▸ **Task item**: Take the lines from the beginning of the data below through the line holding "Task: Summarize the" and return exactly those.

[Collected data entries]
"""
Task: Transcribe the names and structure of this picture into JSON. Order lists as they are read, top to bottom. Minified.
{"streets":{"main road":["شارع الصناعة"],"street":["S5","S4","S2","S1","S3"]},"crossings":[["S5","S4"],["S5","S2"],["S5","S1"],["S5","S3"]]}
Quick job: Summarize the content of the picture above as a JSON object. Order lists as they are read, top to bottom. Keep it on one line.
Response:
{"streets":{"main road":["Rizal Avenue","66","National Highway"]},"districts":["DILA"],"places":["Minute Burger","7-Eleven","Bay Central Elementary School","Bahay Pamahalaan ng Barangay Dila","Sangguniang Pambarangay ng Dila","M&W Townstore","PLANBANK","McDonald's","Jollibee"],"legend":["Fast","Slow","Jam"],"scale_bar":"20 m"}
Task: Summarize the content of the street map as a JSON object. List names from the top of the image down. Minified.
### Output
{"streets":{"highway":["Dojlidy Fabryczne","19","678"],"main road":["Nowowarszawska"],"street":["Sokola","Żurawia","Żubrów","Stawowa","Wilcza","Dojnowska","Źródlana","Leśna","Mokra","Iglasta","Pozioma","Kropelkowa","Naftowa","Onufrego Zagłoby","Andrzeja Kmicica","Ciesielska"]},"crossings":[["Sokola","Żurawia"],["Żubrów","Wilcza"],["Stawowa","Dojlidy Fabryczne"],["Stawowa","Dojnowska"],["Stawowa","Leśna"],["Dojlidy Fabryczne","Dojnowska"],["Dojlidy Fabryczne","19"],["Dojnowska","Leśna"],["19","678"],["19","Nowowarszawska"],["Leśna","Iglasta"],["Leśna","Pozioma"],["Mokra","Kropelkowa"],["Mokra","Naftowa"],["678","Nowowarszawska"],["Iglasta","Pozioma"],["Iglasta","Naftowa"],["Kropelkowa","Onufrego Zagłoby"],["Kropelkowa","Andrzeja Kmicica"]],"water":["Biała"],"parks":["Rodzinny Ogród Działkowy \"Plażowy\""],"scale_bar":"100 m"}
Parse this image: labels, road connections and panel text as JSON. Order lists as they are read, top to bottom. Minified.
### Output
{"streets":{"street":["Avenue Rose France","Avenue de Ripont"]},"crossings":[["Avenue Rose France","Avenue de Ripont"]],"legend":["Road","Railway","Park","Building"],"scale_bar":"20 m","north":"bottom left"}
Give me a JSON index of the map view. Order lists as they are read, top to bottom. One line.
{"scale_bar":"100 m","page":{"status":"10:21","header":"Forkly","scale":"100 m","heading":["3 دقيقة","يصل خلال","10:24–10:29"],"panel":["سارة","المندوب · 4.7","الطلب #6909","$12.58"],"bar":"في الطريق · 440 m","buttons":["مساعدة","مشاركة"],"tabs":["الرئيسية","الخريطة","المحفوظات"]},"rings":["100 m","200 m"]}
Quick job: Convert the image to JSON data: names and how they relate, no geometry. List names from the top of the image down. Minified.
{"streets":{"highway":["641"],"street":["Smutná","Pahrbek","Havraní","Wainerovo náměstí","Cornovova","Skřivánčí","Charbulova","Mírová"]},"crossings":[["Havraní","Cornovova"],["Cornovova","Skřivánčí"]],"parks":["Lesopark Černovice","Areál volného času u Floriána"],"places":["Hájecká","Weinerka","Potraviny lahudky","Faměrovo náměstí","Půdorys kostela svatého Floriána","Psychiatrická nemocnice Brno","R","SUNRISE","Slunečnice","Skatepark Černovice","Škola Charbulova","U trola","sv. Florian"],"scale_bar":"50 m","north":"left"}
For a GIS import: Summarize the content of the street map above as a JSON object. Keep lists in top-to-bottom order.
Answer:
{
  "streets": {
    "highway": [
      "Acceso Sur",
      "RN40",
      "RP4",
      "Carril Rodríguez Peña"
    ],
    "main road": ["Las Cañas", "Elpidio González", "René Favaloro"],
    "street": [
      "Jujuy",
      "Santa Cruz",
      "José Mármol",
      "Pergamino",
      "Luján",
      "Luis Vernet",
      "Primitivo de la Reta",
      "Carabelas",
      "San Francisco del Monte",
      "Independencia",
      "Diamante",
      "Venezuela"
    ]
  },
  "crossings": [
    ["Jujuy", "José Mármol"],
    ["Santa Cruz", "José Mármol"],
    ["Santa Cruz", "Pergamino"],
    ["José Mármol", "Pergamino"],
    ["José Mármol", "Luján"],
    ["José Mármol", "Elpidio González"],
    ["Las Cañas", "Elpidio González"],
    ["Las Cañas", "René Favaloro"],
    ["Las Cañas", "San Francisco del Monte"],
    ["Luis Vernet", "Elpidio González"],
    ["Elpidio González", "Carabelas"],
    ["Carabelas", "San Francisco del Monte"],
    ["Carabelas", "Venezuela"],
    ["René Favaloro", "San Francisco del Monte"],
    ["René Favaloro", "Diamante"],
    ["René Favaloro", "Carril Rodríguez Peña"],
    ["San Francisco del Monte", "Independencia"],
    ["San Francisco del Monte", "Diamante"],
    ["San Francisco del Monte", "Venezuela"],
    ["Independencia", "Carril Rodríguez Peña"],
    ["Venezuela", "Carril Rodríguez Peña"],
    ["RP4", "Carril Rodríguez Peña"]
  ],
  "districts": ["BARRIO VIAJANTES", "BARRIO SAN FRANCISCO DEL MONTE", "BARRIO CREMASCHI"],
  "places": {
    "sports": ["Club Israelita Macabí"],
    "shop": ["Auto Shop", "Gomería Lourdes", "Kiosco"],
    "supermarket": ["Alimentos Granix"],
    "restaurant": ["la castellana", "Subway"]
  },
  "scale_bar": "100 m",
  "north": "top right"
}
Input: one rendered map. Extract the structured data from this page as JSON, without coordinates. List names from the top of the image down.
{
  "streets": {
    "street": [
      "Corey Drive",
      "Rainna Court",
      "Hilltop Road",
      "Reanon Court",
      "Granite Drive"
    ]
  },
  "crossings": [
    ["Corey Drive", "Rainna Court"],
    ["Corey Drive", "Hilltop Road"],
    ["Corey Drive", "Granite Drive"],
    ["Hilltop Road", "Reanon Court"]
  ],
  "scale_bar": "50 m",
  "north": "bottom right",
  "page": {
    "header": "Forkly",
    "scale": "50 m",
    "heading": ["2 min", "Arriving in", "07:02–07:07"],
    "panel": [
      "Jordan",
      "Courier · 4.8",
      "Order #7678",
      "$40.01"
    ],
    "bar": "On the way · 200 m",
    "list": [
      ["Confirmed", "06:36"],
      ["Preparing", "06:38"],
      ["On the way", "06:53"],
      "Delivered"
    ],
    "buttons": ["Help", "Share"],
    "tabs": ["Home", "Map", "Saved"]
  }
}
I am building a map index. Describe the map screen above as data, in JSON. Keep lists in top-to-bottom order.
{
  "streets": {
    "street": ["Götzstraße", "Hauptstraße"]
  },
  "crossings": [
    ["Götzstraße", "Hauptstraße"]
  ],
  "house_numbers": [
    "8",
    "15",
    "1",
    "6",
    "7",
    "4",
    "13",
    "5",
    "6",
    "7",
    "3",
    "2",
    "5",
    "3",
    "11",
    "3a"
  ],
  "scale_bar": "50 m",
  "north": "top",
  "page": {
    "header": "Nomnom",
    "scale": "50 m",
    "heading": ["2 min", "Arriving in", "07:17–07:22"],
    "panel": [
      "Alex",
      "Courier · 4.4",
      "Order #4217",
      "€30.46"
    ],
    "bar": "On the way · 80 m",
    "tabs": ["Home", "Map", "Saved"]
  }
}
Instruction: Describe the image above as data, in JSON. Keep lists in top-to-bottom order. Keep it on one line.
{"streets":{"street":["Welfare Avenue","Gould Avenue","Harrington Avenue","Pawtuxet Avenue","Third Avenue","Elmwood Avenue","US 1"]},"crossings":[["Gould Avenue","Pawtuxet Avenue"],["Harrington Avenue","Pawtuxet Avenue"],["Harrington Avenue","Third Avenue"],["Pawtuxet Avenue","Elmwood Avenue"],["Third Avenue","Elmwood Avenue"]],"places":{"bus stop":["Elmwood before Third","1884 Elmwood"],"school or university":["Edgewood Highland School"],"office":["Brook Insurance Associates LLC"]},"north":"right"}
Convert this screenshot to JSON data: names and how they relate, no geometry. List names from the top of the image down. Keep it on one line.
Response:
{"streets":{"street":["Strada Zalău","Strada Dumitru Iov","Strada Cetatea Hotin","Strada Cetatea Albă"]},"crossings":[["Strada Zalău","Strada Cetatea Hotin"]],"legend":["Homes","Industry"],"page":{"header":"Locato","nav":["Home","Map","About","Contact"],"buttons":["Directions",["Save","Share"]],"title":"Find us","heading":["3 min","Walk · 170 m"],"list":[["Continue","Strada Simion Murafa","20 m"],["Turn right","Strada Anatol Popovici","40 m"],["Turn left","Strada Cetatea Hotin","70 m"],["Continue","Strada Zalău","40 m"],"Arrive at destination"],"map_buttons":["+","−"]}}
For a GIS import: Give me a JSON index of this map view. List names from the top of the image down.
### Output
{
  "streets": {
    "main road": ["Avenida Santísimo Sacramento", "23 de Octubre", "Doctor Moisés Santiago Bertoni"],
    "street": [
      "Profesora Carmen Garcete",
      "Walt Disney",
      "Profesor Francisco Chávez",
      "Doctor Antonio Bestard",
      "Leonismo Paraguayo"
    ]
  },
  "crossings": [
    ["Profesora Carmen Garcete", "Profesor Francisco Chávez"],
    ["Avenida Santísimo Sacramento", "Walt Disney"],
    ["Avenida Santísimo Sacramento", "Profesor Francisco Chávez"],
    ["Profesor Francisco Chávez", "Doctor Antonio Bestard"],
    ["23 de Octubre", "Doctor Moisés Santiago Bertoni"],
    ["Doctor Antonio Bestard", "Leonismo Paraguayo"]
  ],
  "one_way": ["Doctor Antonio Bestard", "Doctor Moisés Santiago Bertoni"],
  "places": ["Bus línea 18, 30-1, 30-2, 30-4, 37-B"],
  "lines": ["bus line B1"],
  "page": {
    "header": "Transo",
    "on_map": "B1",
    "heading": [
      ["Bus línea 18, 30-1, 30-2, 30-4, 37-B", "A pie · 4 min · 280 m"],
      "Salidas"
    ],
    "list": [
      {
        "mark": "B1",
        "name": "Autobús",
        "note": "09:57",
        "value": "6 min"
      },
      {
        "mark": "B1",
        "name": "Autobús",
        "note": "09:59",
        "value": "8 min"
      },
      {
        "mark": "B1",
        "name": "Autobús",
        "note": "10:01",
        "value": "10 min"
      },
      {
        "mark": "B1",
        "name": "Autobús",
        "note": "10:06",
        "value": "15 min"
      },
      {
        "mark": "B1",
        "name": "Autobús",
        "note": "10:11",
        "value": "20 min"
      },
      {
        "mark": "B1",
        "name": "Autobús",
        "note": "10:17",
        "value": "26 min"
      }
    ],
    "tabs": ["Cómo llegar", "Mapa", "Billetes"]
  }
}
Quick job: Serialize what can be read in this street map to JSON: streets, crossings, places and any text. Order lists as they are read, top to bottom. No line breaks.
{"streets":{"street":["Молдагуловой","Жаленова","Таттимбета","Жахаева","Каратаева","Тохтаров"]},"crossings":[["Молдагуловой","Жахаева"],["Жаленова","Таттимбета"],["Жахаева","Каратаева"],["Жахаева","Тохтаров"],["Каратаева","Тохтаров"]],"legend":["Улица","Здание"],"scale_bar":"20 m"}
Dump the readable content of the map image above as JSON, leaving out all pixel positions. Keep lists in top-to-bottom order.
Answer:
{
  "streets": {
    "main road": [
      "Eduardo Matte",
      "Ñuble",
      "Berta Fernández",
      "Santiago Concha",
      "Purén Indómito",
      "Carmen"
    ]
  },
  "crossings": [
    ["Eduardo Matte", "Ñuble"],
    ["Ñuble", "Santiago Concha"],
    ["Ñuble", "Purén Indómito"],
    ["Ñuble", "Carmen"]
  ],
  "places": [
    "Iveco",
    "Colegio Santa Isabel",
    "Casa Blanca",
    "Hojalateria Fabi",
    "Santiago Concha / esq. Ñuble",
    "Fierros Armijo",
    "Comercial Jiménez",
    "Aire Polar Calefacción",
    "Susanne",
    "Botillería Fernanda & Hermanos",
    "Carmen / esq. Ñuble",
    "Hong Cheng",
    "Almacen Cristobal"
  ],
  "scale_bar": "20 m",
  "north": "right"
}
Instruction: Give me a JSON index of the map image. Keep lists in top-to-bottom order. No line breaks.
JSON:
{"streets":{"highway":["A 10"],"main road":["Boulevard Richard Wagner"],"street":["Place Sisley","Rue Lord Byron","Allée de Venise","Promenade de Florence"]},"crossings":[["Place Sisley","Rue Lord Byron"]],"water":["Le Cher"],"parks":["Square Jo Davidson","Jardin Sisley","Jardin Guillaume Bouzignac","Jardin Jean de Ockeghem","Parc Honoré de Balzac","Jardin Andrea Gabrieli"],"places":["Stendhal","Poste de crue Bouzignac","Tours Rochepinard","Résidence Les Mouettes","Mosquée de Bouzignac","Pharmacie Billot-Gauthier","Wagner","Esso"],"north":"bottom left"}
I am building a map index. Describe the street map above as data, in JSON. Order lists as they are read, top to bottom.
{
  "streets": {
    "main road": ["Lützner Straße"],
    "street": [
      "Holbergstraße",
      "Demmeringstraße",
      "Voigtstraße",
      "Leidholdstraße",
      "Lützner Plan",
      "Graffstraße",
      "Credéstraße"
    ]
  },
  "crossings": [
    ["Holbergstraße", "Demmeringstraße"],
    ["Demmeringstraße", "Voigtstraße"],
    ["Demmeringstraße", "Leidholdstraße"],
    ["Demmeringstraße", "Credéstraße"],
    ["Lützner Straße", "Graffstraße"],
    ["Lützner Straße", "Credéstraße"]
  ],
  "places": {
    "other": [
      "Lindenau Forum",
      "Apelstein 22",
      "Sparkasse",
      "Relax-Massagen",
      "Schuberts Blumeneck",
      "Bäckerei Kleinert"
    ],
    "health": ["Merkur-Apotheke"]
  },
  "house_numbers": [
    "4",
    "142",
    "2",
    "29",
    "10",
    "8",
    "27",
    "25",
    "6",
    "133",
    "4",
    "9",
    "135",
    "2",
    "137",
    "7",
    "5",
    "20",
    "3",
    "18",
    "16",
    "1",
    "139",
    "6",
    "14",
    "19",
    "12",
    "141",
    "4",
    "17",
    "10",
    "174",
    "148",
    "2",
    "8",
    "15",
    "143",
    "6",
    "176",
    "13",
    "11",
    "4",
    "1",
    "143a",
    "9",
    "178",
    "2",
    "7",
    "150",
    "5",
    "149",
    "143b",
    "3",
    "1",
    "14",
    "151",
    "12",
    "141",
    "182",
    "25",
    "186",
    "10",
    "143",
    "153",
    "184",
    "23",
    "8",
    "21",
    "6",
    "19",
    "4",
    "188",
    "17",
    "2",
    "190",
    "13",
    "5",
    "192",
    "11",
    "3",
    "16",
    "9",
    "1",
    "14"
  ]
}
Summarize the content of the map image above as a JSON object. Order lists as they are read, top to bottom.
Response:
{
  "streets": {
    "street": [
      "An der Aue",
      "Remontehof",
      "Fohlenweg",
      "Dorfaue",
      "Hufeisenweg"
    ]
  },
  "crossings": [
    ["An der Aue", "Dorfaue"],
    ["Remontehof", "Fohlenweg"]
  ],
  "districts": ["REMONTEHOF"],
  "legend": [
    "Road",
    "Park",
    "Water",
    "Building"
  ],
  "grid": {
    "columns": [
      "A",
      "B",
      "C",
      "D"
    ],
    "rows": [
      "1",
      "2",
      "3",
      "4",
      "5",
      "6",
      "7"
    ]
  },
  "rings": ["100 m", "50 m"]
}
"""
▸ **Solution for this exercise**:
Task: Transcribe the names and structure of this picture into JSON. Order lists as they are read, top to bottom. Minified.
{"streets":{"main road":["شارع الصناعة"],"street":["S5","S4","S2","S1","S3"]},"crossings":[["S5","S4"],["S5","S2"],["S5","S1"],["S5","S3"]]}
Quick job: Summarize the content of the picture above as a JSON object. Order lists as they are read, top to bottom. Keep it on one line.
Response:
{"streets":{"main road":["Rizal Avenue","66","National Highway"]},"districts":["DILA"],"places":["Minute Burger","7-Eleven","Bay Central Elementary School","Bahay Pamahalaan ng Barangay Dila","Sangguniang Pambarangay ng Dila","M&W Townstore","PLANBANK","McDonald's","Jollibee"],"legend":["Fast","Slow","Jam"],"scale_bar":"20 m"}
Task: Summarize the content of the street map as a JSON object. List names from the top of the image down. Minified.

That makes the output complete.